**YOUR OBJECTIVE:**
Word for word, restate the lines of the material below from its first line through the one containing "Convert the image". Omit the rest.

[INPUT FOR THIS TASK Boundary: Start]

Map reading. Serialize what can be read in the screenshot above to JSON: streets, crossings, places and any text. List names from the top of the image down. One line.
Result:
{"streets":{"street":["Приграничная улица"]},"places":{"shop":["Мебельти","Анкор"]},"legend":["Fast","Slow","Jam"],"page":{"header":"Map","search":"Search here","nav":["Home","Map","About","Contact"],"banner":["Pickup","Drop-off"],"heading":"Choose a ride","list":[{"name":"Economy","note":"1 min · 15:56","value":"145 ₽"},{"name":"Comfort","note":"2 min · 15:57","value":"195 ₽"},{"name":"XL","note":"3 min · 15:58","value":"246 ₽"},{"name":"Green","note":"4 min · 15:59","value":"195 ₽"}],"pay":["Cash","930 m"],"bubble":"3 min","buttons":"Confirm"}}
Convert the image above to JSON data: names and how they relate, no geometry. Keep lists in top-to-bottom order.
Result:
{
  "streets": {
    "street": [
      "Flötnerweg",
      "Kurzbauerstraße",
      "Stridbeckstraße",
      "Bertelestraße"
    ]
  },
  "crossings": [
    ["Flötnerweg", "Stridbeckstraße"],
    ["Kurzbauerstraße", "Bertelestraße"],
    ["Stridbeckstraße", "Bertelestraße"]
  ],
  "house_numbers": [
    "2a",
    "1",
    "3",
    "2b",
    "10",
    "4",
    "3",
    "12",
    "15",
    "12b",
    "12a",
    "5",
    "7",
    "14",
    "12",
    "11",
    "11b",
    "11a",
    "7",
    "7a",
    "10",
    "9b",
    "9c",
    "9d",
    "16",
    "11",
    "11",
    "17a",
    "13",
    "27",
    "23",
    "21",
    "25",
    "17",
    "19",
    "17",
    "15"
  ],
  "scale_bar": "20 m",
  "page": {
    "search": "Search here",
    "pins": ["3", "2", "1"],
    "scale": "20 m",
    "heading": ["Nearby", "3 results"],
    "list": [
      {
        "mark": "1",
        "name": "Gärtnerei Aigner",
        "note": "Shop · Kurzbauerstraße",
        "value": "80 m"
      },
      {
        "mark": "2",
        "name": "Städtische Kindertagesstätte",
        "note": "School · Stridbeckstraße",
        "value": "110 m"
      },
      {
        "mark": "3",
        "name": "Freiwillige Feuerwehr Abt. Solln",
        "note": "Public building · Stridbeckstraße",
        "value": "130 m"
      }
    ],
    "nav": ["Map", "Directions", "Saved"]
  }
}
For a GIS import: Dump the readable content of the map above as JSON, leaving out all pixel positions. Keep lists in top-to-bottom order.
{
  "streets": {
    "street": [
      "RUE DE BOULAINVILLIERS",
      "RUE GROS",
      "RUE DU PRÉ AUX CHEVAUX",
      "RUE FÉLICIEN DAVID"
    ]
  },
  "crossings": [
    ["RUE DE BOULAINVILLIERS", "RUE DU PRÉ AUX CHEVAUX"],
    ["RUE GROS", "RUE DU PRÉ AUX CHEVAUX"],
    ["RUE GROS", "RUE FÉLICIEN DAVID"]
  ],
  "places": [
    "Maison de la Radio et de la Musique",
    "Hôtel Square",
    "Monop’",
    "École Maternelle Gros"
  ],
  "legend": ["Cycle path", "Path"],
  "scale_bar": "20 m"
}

[INPUT FOR THIS TASK Boundary: End]

**EXPECTED ANSWER:**
Map reading. Serialize what can be read in the screenshot above to JSON: streets, crossings, places and any text. List names from the top of the image down. One line.
Result:
{"streets":{"street":["Приграничная улица"]},"places":{"shop":["Мебельти","Анкор"]},"legend":["Fast","Slow","Jam"],"page":{"header":"Map","search":"Search here","nav":["Home","Map","About","Contact"],"banner":["Pickup","Drop-off"],"heading":"Choose a ride","list":[{"name":"Economy","note":"1 min · 15:56","value":"145 ₽"},{"name":"Comfort","note":"2 min · 15:57","value":"195 ₽"},{"name":"XL","note":"3 min · 15:58","value":"246 ₽"},{"name":"Green","note":"4 min · 15:59","value":"195 ₽"}],"pay":["Cash","930 m"],"bubble":"3 min","buttons":"Confirm"}}
Convert the image above to JSON data: names and how they relate, no geometry. Keep lists in top-to-bottom order.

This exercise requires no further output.